We must all prepare for our own vision quest... - Photo by Jan Ketchel
We must all prepare for our own vision quest…
– Photo by Jan Ketchel

After four sweat lodges and several days on a vision quest, Jonas Elrod—the seeker who made the documentary Wake Up that Jan references in her blog earlier this week—reaches out to God, as throughout his quest his concept of God has constantly changed and now he is befuddled. He begs for clarity on the meaning of God, of religion, the correct path, etc., and is met with a vision of fingers pointing at a bigtop tent. He sees that the tent is empty, the posts fall down and the tent collapses. This vision is accompanied by the words: “All pointers point in the same direction.” He understands that what he seeks has nothing to do with religion or church, that there is no life, or only the illusion of life, inside the tent, inside the church. Inside the tent there is nothing.

Jung unmasked the same truth about modern religion: dogma and ritual are dressed in archetypal wrappings with no life inside them, no pathways to spirit. In his youth, Jung had a powerful dream where the heavens opened up and dropped excrement upon the church steeple. He was to spend the rest of his life carving a pathway to spirit for modern humanity.

Jung journeyed through the ancient religions, East and West, in search of valid pathways to the soul. He, like Joseph Campbell, discovered that religious symbolism and practice were relative to the time and place of their emergence. The gods and saviors of one era were merely local masks or pathways to spirit that fit the style and custom of those times. Evolution, however, requires that new pathways emerge, relevant to changing times. All religions that cling to the images of another time cannot support or transport the modern soul to its destiny and fulfillment.

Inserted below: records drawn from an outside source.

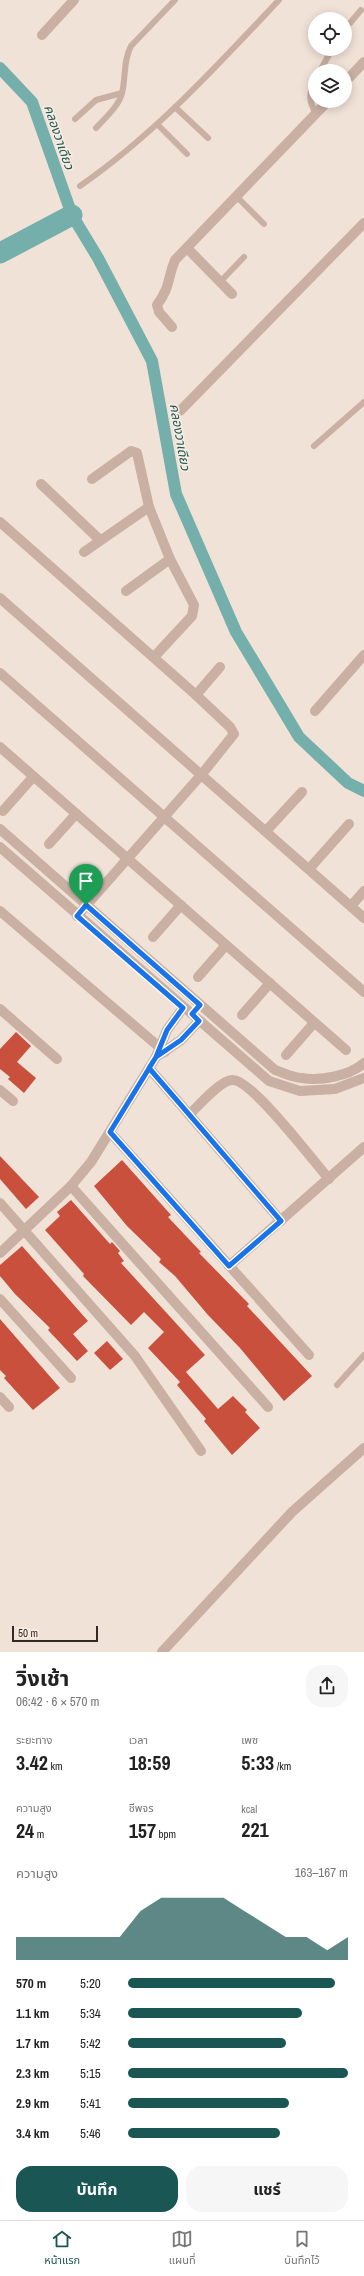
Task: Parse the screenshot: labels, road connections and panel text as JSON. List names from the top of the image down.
{
  "water": ["คลองวาเดียว"],
  "scale_bar": "50 m",
  "page": {
    "scale": "50 m",
    "heading": ["วิ่งเช้า", "06:42 · 6 × 570 m"],
    "stats": [
      ["ระยะทาง", "3.42 km"],
      ["เวลา", "18:59"],
      ["เพซ", "5:33 /km"],
      ["ความสูง", "24 m"],
      ["ชีพจร", "157 bpm"],
      ["kcal", "221"]
    ],
    "chart": ["ความสูง", "163–167 m"],
    "list": [
      {
        "name": "570 m",
        "note": "5:20"
      },
      {
        "name": "1.1 km",
        "note": "5:34"
      },
      {
        "name": "1.7 km",
        "note": "5:42"
      },
      {
        "name": "2.3 km",
        "note": "5:15"
      },
      {
        "name": "2.9 km",
        "note": "5:41"
      },
      {
        "name": "3.4 km",
        "note": "5:46"
      }
    ],
    "buttons": ["บันทึก", "แชร์"],
    "tabs": ["หน้าแรก", "แผนที่", "บันทึกไว้"]
  }
}
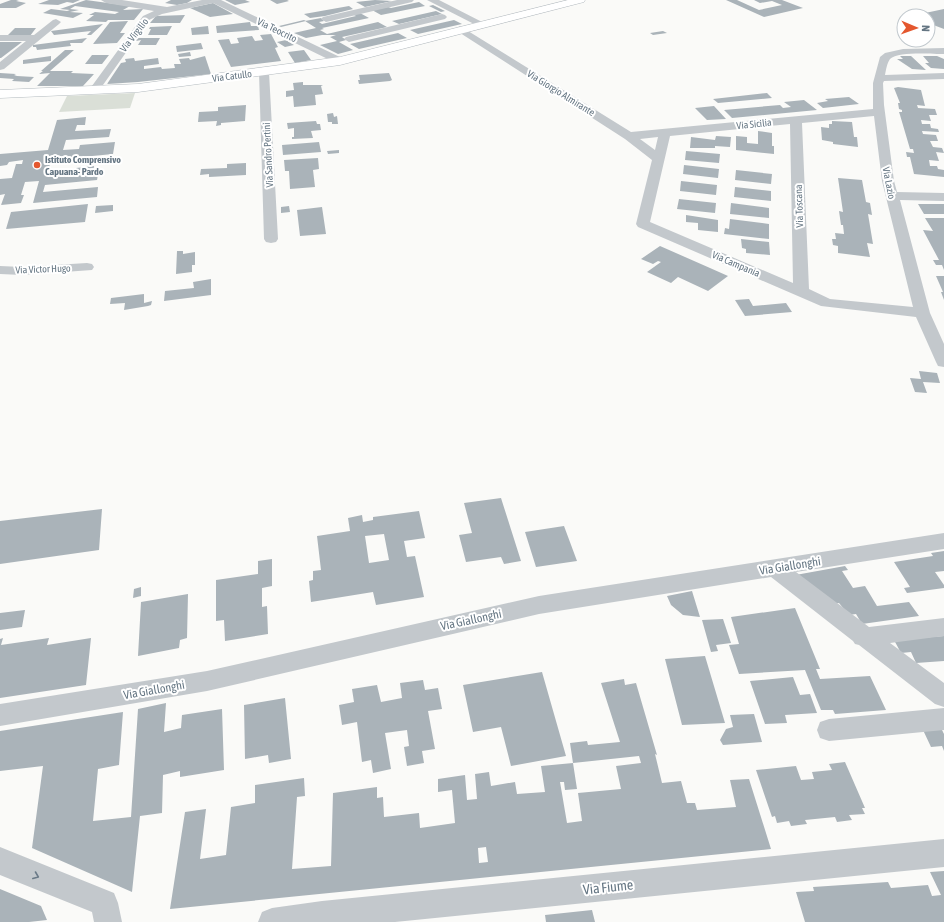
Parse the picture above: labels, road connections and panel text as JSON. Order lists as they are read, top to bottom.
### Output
{
  "streets": {
    "street": [
      "Via Teocrito",
      "Via Virgilio",
      "Via Catullo",
      "Via Giorgio Almirante",
      "Via Sicilia",
      "Via Sandro Pertini",
      "Via Lazio",
      "Via Toscana",
      "Via Campania",
      "Via Victor Hugo",
      "Via Giallonghi",
      "Via Fiume"
    ]
  },
  "crossings": [
    ["Via Teocrito", "Via Virgilio"],
    ["Via Teocrito", "Via Catullo"],
    ["Via Virgilio", "Via Catullo"],
    ["Via Catullo", "Via Giorgio Almirante"],
    ["Via Catullo", "Via Sandro Pertini"],
    ["Via Giorgio Almirante", "Via Sicilia"],
    ["Via Giorgio Almirante", "Via Campania"],
    ["Via Sicilia", "Via Lazio"],
    ["Via Sicilia", "Via Toscana"],
    ["Via Sicilia", "Via Campania"],
    ["Via Lazio", "Via Campania"],
    ["Via Toscana", "Via Campania"]
  ],
  "places": ["Istituto Comprensivo Capuana- Pardo"],
  "north": "right"
}
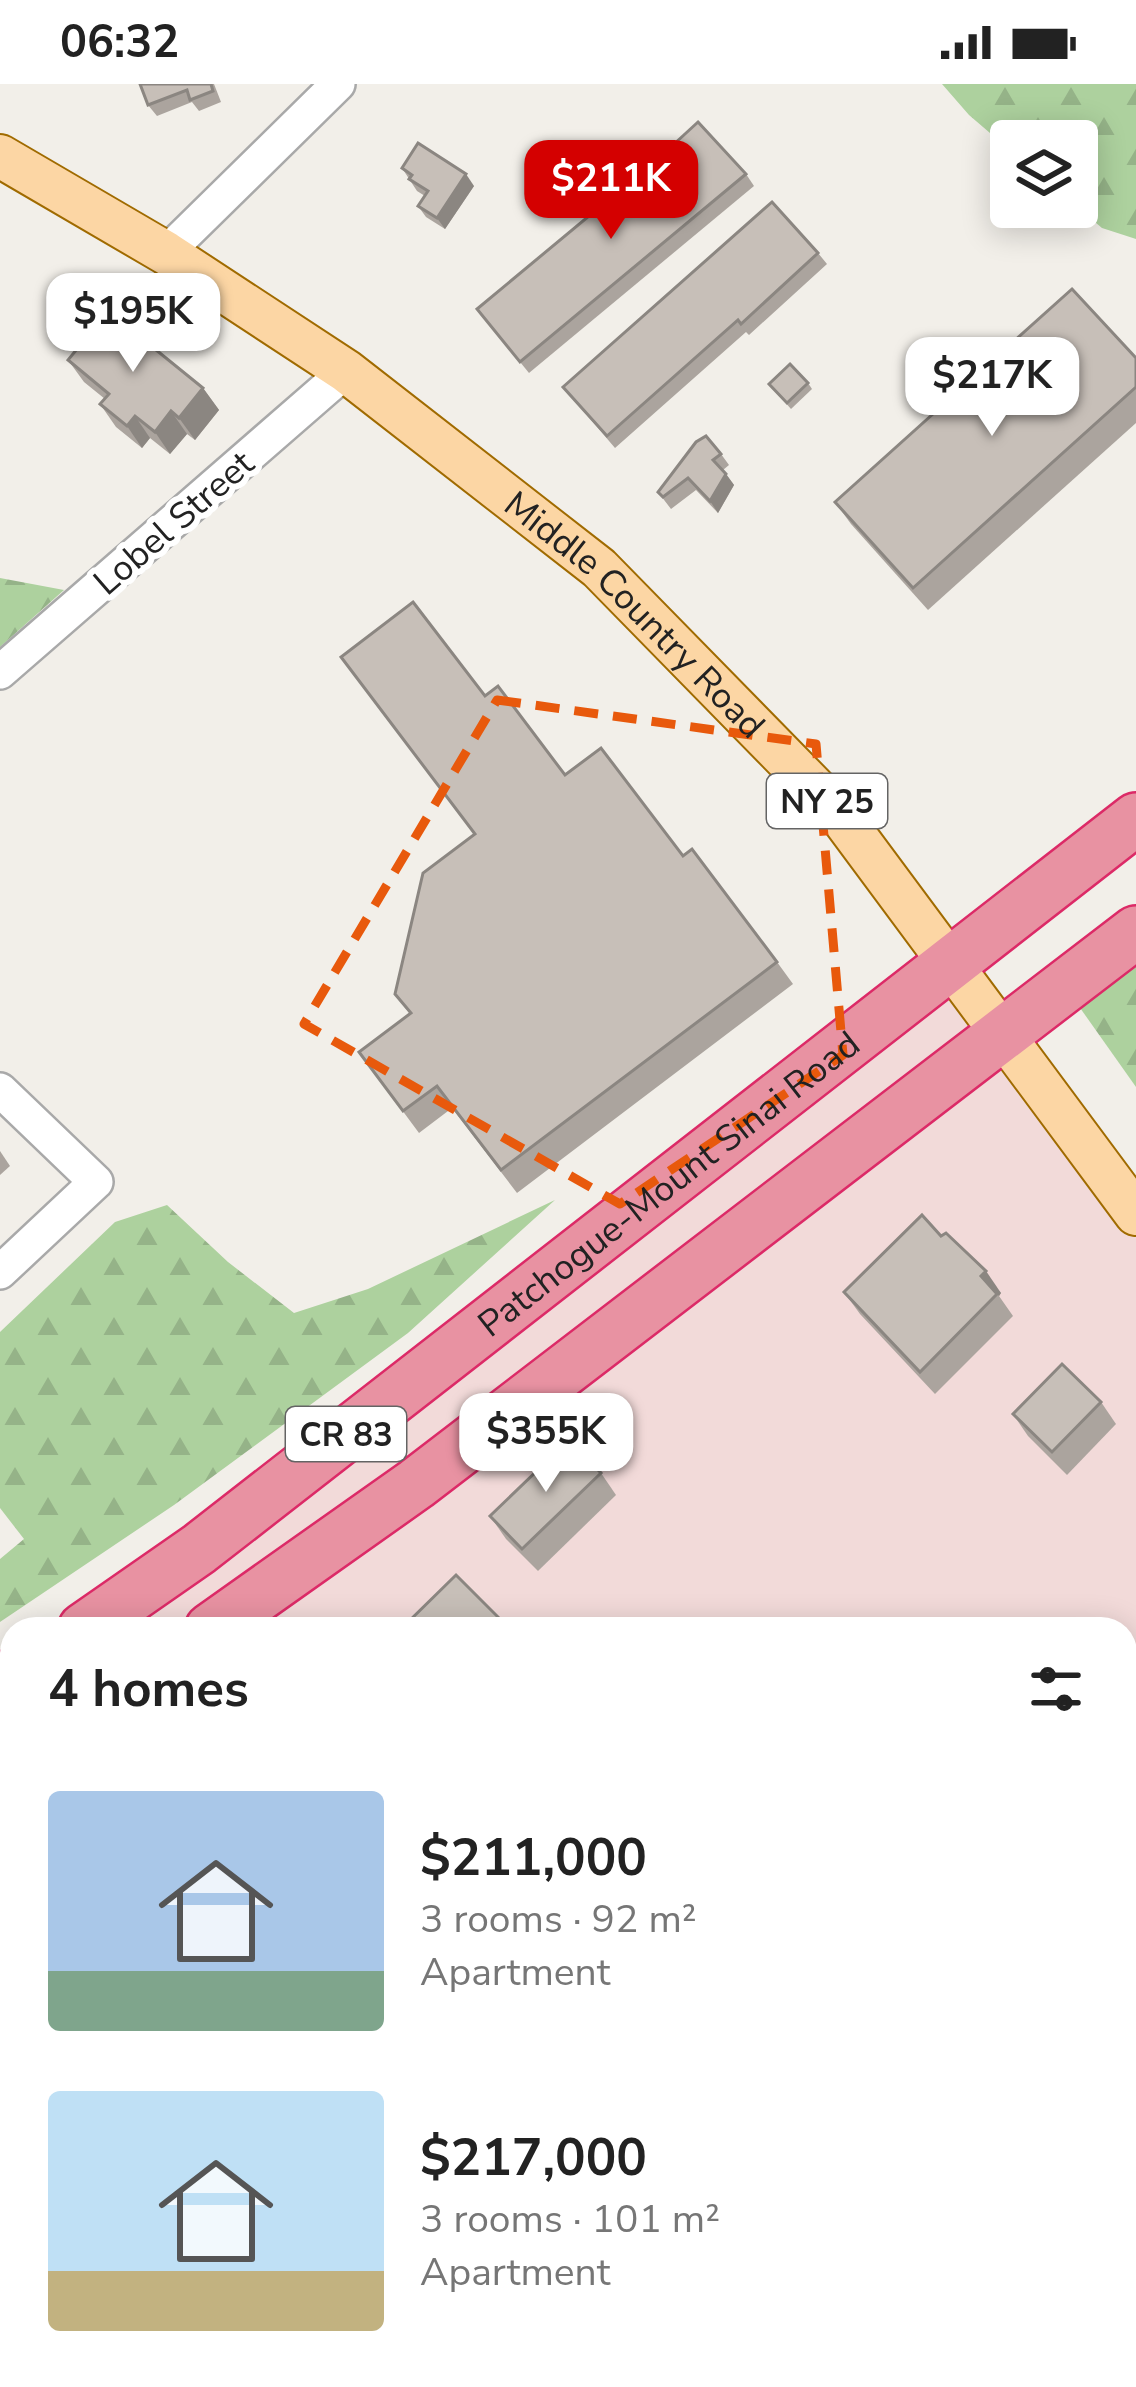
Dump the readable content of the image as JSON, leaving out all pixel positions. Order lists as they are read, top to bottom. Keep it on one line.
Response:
{"streets":{"highway":["Patchogue-Mount Sinai Road","CR 83"],"main road":["Middle Country Road","NY 25"],"street":["Lobel Street"]},"crossings":[["Lobel Street","Middle Country Road"],["Middle Country Road","Patchogue-Mount Sinai Road"],["Middle Country Road","CR 83"]],"page":{"status":"06:32","price":["$211K","$195K","$217K","$355K"],"heading":"4 homes","list":[{"name":"$211,000","note":"3 rooms · 92 m² · Apartment"},{"name":"$217,000","note":"3 rooms · 101 m² · Apartment"}]}}
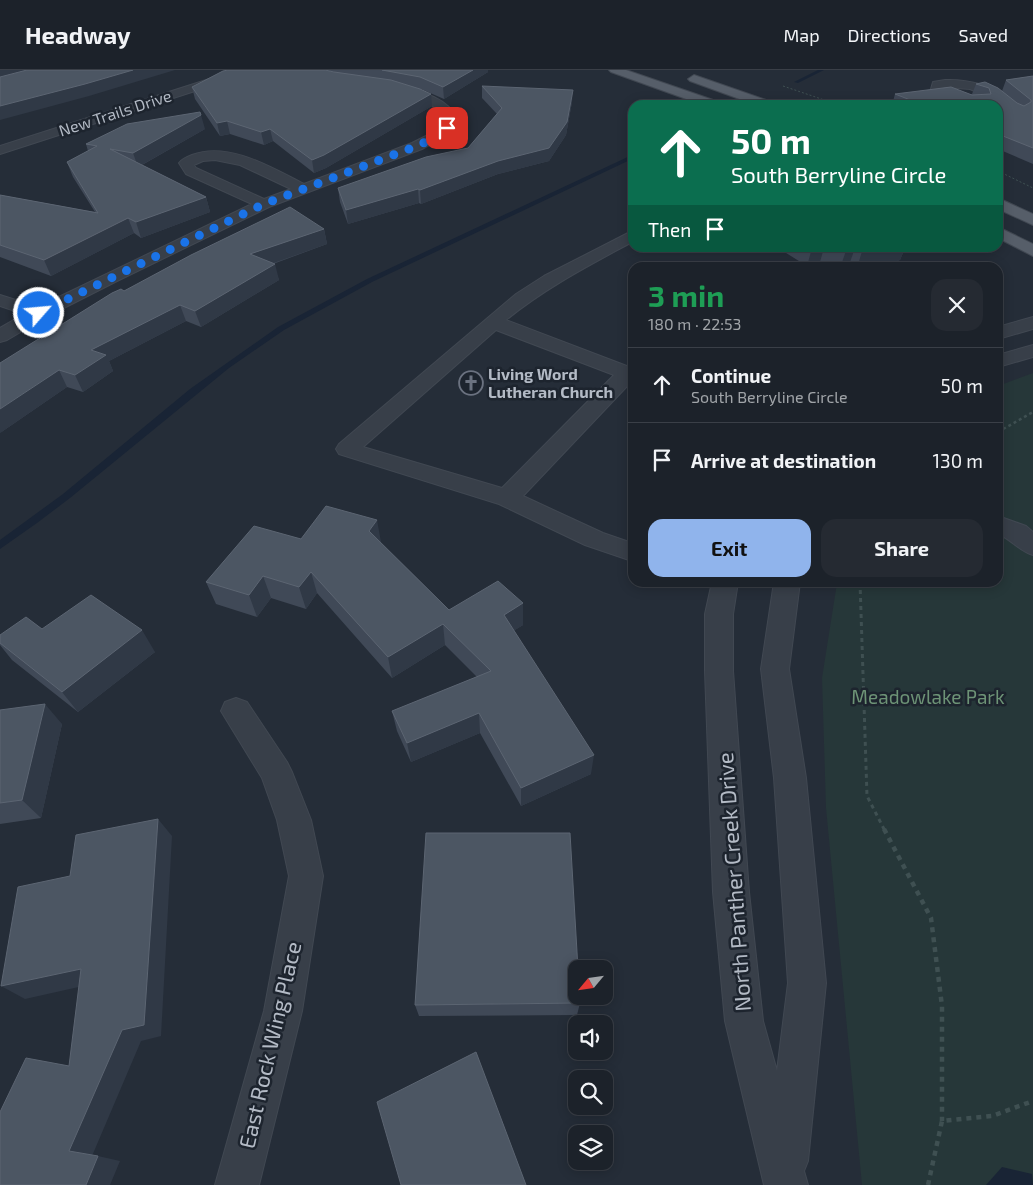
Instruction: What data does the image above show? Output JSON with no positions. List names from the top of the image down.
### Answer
{
  "streets": {
    "street": ["New Trails Drive", "North Panther Creek Drive", "East Rock Wing Place"]
  },
  "parks": ["Meadowlake Park"],
  "places": {
    "church": ["Living Word Lutheran Church"]
  },
  "north": "bottom left",
  "page": {
    "header": "Headway",
    "nav": ["Map", "Directions", "Saved"],
    "turn": ["50 m", "South Berryline Circle"],
    "then": "Then",
    "heading": ["3 min", "180 m · 22:53"],
    "list": [
      {
        "name": "Continue",
        "note": "South Berryline Circle",
        "value": "50 m"
      },
      {
        "name": "Arrive at destination",
        "value": "130 m"
      }
    ],
    "buttons": ["Exit", "Share"]
  }
}
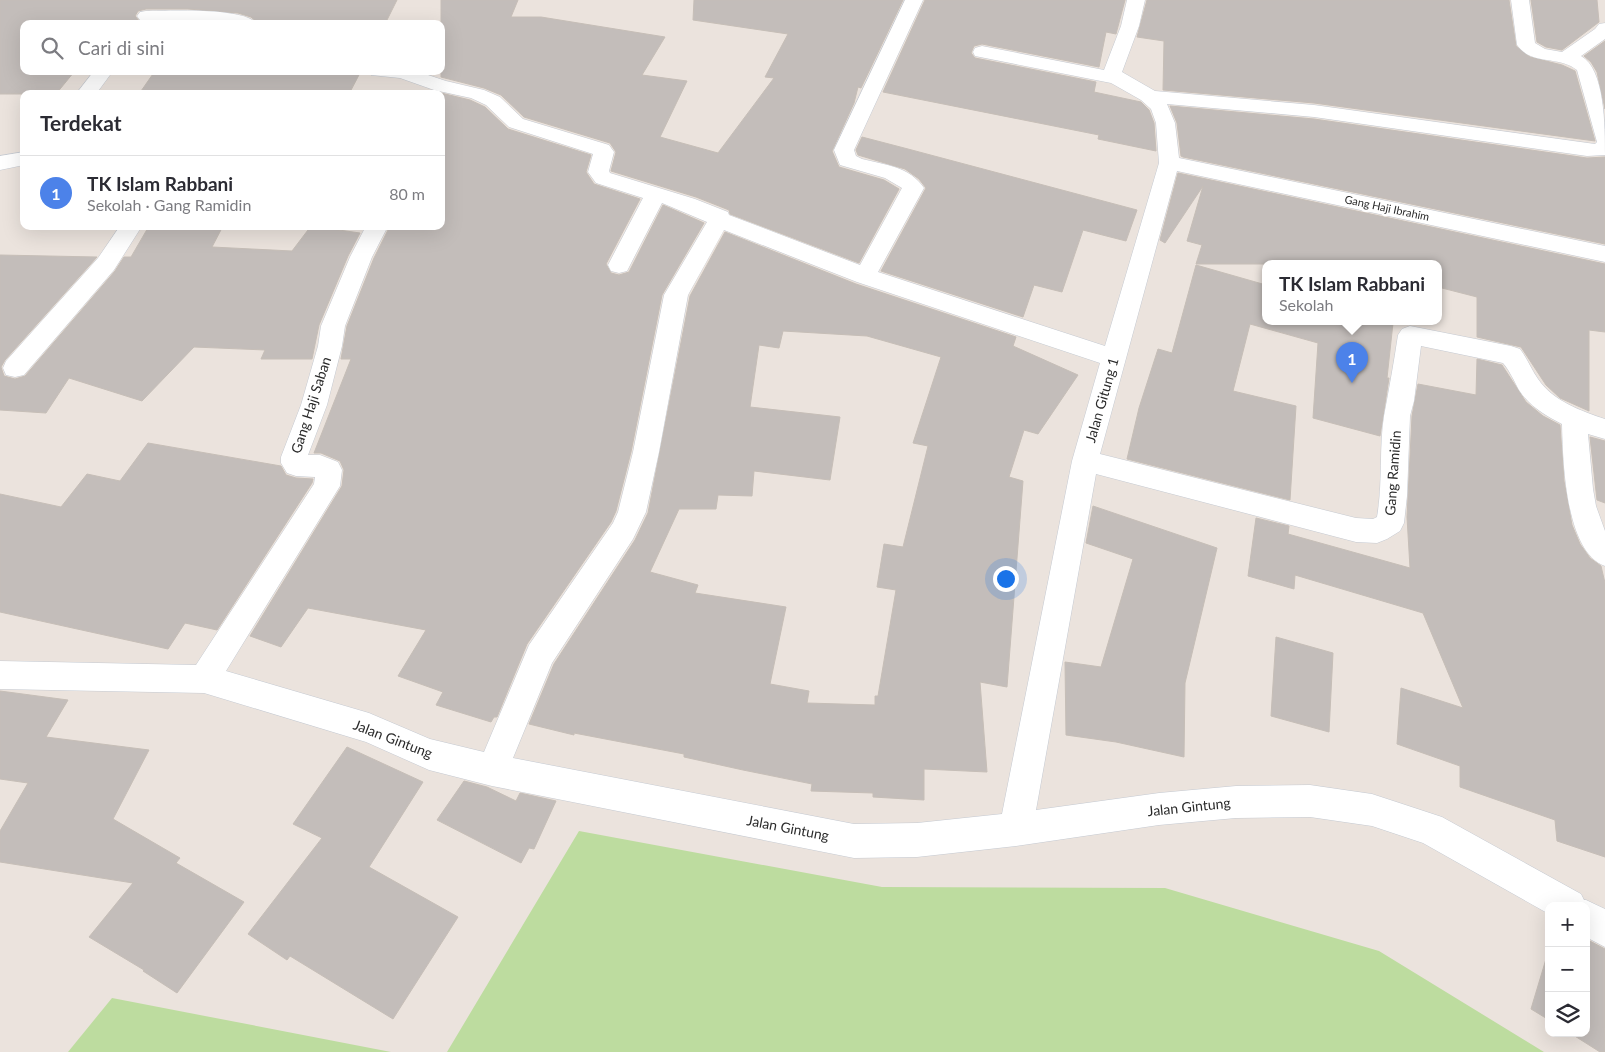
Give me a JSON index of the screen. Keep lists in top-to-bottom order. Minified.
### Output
{"streets":{"street":["Gang Haji Ibrahim","Jalan Gitung 1","Gang Haji Saban","Gang Ramidin","Jalan Gintung"]},"crossings":[["Gang Haji Ibrahim","Jalan Gitung 1"],["Jalan Gitung 1","Gang Ramidin"],["Jalan Gitung 1","Jalan Gintung"],["Gang Haji Saban","Jalan Gintung"]],"page":{"search":"Cari di sini","heading":"Terdekat","list":[{"mark":"1","name":"TK Islam Rabbani","note":"Sekolah · Gang Ramidin","value":"80 m"}],"popup":["TK Islam Rabbani","Sekolah"],"pins":"1","map_buttons":["+","−"]}}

Jung’s greatest discovery was that connection to spirit lies not in attachment to some mask of God, but in direct contact with spirit in numinous experience. Jung’s process of psychotherapy opens the door to direct encounter, direct experience, direct communication between consciousness and the greater self—Spirit—to arrive at healing and fulfillment. The challenge for all seekers and initiates, of all times, is to take the journey into the unknown—like Jonas Elrod did—to become heroes in search of their souls. Such a journey means encountering, confronting, and slaying all the energies that lie in the unknown, in the form of sensations, intense emotions, and powerful beliefs and images.

Do we need to be inside the tent? -Photo by Chuck Ketchel
Do we need to be inside the tent?
-Photo by Chuck Ketchel

In our time, the quest for wholeness with spirit has been largely projected outwardly onto materialism, romanticism, and consumption. As a consequence, spirit has lodged itself inside the empty circus tent of consumerism on a grand scale, in the empty search for romantic love, in the desire for more, and in the addiction to substance. Modern humanity is compelled to seek its wholeness in the tent of emptiness. Spirit is behind this, but as a trickster now, ravaging us with knocks of the spirit as we relentlessly grasp for our wholeness in that which shines with promise.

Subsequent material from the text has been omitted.